_Task_
Repeat the full listing that follows, word for word.
------------------------------------------------------------
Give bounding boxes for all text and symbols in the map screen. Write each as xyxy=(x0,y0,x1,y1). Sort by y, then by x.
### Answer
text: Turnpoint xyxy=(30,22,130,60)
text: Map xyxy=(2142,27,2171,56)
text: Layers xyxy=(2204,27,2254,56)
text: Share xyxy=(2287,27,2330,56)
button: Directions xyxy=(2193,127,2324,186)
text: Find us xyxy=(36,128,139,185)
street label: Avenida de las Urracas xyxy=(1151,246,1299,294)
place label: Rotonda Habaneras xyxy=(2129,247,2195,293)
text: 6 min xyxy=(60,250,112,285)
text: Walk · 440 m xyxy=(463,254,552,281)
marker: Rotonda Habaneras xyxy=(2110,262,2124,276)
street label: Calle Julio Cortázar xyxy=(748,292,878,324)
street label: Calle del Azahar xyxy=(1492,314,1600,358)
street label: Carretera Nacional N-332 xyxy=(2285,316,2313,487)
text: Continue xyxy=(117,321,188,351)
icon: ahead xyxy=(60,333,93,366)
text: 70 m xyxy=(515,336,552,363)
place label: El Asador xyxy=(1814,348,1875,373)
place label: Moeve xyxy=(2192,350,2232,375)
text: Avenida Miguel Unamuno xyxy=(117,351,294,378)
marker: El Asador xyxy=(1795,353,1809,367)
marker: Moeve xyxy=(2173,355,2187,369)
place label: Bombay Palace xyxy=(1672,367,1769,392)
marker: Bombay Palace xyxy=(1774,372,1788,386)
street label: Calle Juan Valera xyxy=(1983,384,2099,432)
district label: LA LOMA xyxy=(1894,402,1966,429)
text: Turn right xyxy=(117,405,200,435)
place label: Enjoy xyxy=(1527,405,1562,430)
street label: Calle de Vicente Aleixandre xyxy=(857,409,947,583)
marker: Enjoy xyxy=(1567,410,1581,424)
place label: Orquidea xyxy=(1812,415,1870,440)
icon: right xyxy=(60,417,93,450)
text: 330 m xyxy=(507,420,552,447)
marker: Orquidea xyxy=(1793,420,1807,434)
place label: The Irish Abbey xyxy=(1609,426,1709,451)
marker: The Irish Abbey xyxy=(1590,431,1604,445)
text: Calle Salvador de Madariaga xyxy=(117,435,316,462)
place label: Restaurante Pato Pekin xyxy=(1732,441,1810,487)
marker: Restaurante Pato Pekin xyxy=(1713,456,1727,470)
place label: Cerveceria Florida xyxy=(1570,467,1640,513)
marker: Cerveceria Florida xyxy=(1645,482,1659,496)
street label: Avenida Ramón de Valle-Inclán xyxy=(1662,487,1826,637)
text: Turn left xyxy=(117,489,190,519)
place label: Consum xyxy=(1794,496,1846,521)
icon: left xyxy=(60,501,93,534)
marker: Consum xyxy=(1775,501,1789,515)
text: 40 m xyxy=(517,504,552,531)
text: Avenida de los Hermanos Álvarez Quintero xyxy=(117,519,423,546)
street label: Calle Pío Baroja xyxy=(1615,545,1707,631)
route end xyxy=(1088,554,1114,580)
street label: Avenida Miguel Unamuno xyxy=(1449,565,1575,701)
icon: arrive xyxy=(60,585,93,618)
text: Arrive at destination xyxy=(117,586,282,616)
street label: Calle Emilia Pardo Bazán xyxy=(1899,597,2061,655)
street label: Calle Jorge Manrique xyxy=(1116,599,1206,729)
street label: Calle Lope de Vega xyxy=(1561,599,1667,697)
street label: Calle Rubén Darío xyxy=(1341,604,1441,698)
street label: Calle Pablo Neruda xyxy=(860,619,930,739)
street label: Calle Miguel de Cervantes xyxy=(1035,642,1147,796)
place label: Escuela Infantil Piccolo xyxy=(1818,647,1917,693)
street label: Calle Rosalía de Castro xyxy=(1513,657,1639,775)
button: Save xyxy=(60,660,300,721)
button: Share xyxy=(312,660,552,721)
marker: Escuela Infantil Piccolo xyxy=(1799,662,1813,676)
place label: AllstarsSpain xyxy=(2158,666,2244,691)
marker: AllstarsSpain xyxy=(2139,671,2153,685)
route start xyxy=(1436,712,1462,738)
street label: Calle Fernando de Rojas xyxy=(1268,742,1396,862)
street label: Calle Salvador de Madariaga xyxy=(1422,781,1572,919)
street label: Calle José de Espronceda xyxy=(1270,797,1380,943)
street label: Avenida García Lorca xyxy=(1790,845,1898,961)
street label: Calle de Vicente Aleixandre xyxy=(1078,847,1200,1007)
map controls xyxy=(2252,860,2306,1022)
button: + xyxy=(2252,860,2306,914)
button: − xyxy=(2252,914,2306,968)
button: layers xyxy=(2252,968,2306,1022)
------------------------------------------------------------
_Exercise answer_
Give bounding boxes for all text and symbols in the map screen. Write each as xyxy=(x0,y0,x1,y1). Sort by y, then by x.
### Answer
text: Turnpoint xyxy=(30,22,130,60)
text: Map xyxy=(2142,27,2171,56)
text: Layers xyxy=(2204,27,2254,56)
text: Share xyxy=(2287,27,2330,56)
button: Directions xyxy=(2193,127,2324,186)
text: Find us xyxy=(36,128,139,185)
street label: Avenida de las Urracas xyxy=(1151,246,1299,294)
place label: Rotonda Habaneras xyxy=(2129,247,2195,293)
text: 6 min xyxy=(60,250,112,285)
text: Walk · 440 m xyxy=(463,254,552,281)
marker: Rotonda Habaneras xyxy=(2110,262,2124,276)
street label: Calle Julio Cortázar xyxy=(748,292,878,324)
street label: Calle del Azahar xyxy=(1492,314,1600,358)
street label: Carretera Nacional N-332 xyxy=(2285,316,2313,487)
text: Continue xyxy=(117,321,188,351)
icon: ahead xyxy=(60,333,93,366)
text: 70 m xyxy=(515,336,552,363)
place label: El Asador xyxy=(1814,348,1875,373)
place label: Moeve xyxy=(2192,350,2232,375)
text: Avenida Miguel Unamuno xyxy=(117,351,294,378)
marker: El Asador xyxy=(1795,353,1809,367)
marker: Moeve xyxy=(2173,355,2187,369)
place label: Bombay Palace xyxy=(1672,367,1769,392)
marker: Bombay Palace xyxy=(1774,372,1788,386)
street label: Calle Juan Valera xyxy=(1983,384,2099,432)
district label: LA LOMA xyxy=(1894,402,1966,429)
text: Turn right xyxy=(117,405,200,435)
place label: Enjoy xyxy=(1527,405,1562,430)
street label: Calle de Vicente Aleixandre xyxy=(857,409,947,583)
marker: Enjoy xyxy=(1567,410,1581,424)
place label: Orquidea xyxy=(1812,415,1870,440)
icon: right xyxy=(60,417,93,450)
text: 330 m xyxy=(507,420,552,447)
marker: Orquidea xyxy=(1793,420,1807,434)
place label: The Irish Abbey xyxy=(1609,426,1709,451)
marker: The Irish Abbey xyxy=(1590,431,1604,445)
text: Calle Salvador de Madariaga xyxy=(117,435,316,462)
place label: Restaurante Pato Pekin xyxy=(1732,441,1810,487)
marker: Restaurante Pato Pekin xyxy=(1713,456,1727,470)
place label: Cerveceria Florida xyxy=(1570,467,1640,513)
marker: Cerveceria Florida xyxy=(1645,482,1659,496)
street label: Avenida Ramón de Valle-Inclán xyxy=(1662,487,1826,637)
text: Turn left xyxy=(117,489,190,519)
place label: Consum xyxy=(1794,496,1846,521)
icon: left xyxy=(60,501,93,534)
marker: Consum xyxy=(1775,501,1789,515)
text: 40 m xyxy=(517,504,552,531)
text: Avenida de los Hermanos Álvarez Quintero xyxy=(117,519,423,546)
street label: Calle Pío Baroja xyxy=(1615,545,1707,631)
route end xyxy=(1088,554,1114,580)
street label: Avenida Miguel Unamuno xyxy=(1449,565,1575,701)
icon: arrive xyxy=(60,585,93,618)
text: Arrive at destination xyxy=(117,586,282,616)
street label: Calle Emilia Pardo Bazán xyxy=(1899,597,2061,655)
street label: Calle Jorge Manrique xyxy=(1116,599,1206,729)
street label: Calle Lope de Vega xyxy=(1561,599,1667,697)
street label: Calle Rubén Darío xyxy=(1341,604,1441,698)
street label: Calle Pablo Neruda xyxy=(860,619,930,739)
street label: Calle Miguel de Cervantes xyxy=(1035,642,1147,796)
place label: Escuela Infantil Piccolo xyxy=(1818,647,1917,693)
street label: Calle Rosalía de Castro xyxy=(1513,657,1639,775)
button: Save xyxy=(60,660,300,721)
button: Share xyxy=(312,660,552,721)
marker: Escuela Infantil Piccolo xyxy=(1799,662,1813,676)
place label: AllstarsSpain xyxy=(2158,666,2244,691)
marker: AllstarsSpain xyxy=(2139,671,2153,685)
route start xyxy=(1436,712,1462,738)
street label: Calle Fernando de Rojas xyxy=(1268,742,1396,862)
street label: Calle Salvador de Madariaga xyxy=(1422,781,1572,919)
street label: Calle José de Espronceda xyxy=(1270,797,1380,943)
street label: Avenida García Lorca xyxy=(1790,845,1898,961)
street label: Calle de Vicente Aleixandre xyxy=(1078,847,1200,1007)
map controls xyxy=(2252,860,2306,1022)
button: + xyxy=(2252,860,2306,914)
button: − xyxy=(2252,914,2306,968)
button: layers xyxy=(2252,968,2306,1022)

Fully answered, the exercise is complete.